Material to process:
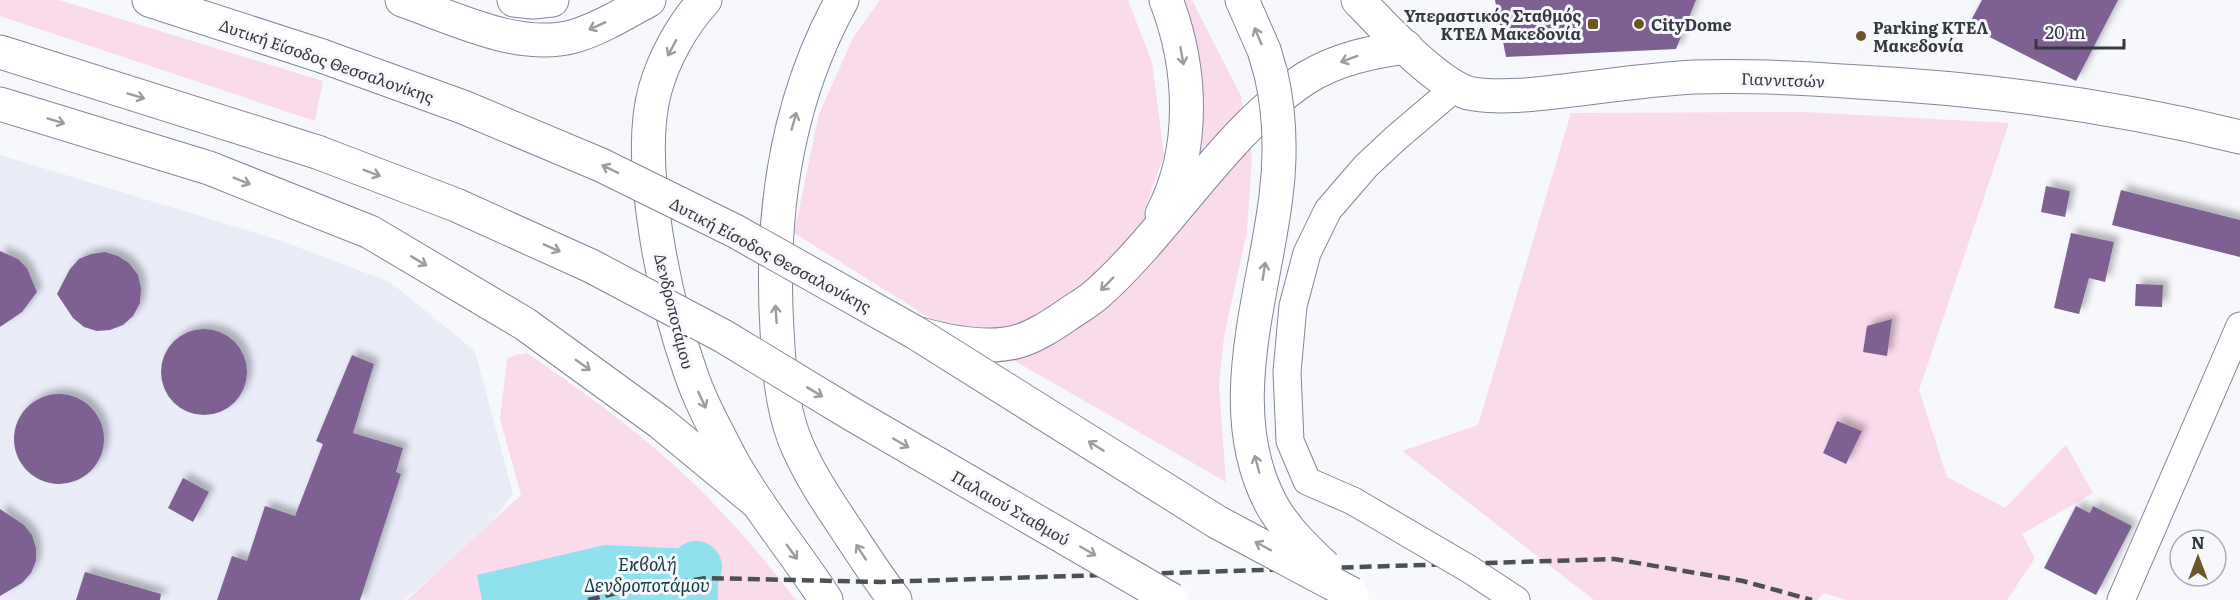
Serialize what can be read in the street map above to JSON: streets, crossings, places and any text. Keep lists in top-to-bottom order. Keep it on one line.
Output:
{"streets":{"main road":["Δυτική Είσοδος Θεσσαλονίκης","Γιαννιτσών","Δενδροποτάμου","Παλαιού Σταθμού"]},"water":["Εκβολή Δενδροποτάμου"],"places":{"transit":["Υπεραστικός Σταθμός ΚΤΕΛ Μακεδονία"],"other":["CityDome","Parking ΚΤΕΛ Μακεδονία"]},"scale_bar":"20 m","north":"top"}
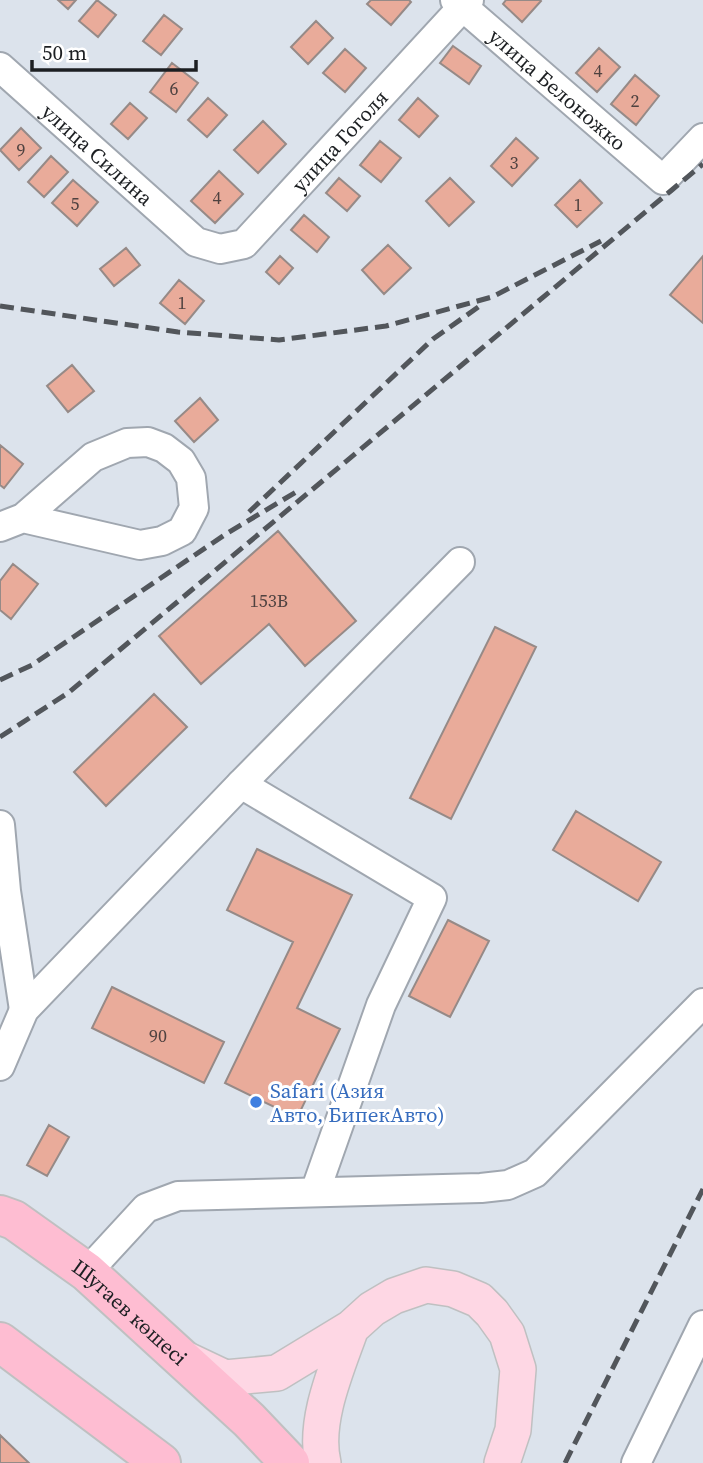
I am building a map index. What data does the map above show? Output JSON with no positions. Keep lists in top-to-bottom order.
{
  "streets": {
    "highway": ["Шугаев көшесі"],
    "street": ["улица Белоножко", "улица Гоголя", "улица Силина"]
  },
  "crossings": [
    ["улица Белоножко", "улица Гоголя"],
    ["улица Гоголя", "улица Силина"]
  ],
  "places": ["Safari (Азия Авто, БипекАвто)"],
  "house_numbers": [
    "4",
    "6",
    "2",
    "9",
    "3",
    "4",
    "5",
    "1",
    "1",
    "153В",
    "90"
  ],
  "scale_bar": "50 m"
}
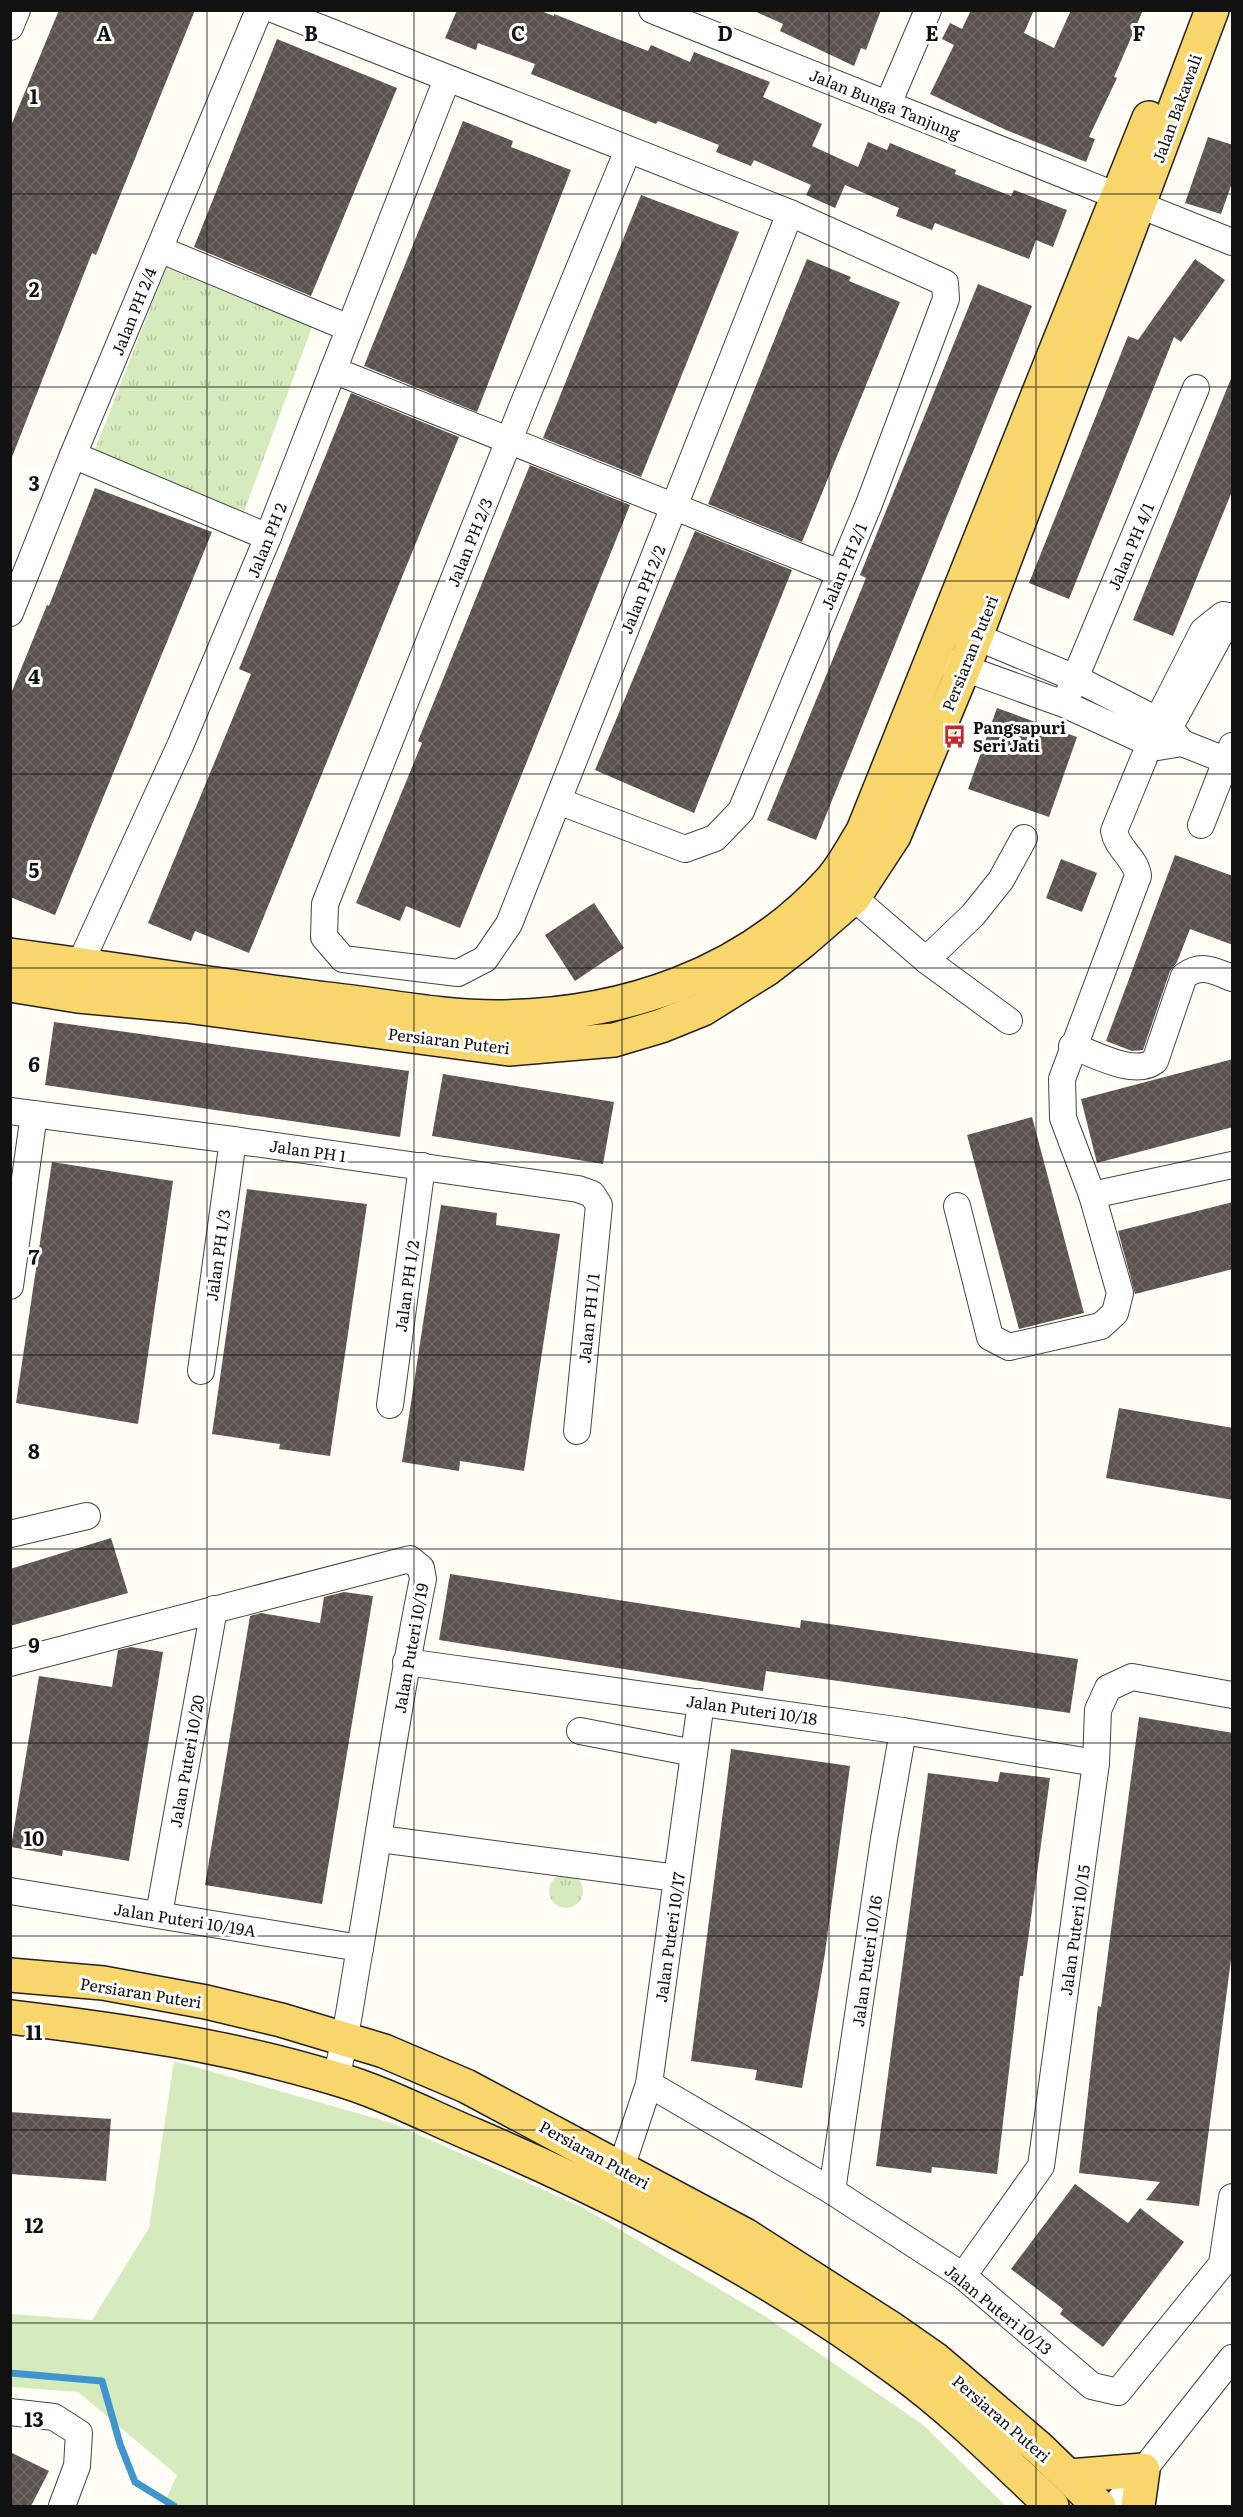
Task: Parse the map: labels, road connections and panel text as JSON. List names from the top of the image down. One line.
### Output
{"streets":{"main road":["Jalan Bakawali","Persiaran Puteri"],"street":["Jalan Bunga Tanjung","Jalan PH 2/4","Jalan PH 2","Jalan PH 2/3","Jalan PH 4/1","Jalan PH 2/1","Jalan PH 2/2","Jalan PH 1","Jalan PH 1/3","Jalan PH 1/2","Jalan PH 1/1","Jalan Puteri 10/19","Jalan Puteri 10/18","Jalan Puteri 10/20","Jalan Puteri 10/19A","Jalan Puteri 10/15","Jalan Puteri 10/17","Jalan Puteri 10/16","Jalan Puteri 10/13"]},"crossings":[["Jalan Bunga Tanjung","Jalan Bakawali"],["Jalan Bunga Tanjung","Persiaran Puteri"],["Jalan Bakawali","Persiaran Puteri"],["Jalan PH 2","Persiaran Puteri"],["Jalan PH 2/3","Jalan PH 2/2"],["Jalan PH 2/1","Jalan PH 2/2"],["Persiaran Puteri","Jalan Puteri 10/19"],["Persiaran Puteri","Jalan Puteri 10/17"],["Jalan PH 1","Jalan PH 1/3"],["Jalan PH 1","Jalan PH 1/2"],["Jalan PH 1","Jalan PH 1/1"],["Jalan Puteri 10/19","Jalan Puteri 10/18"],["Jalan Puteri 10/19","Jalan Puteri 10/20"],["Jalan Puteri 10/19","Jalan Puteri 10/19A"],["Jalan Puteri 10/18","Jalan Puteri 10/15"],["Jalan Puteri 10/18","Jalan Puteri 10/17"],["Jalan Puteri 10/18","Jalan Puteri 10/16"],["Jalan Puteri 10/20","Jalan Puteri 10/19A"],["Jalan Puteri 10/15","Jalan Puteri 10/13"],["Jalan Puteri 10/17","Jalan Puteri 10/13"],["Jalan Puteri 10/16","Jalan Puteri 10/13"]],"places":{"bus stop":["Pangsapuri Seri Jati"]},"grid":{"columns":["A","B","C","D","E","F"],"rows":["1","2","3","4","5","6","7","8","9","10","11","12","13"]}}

Brief:
Identify how many lines in the entries above include the string "crossings", then state that number alone.

Answer to this task:
3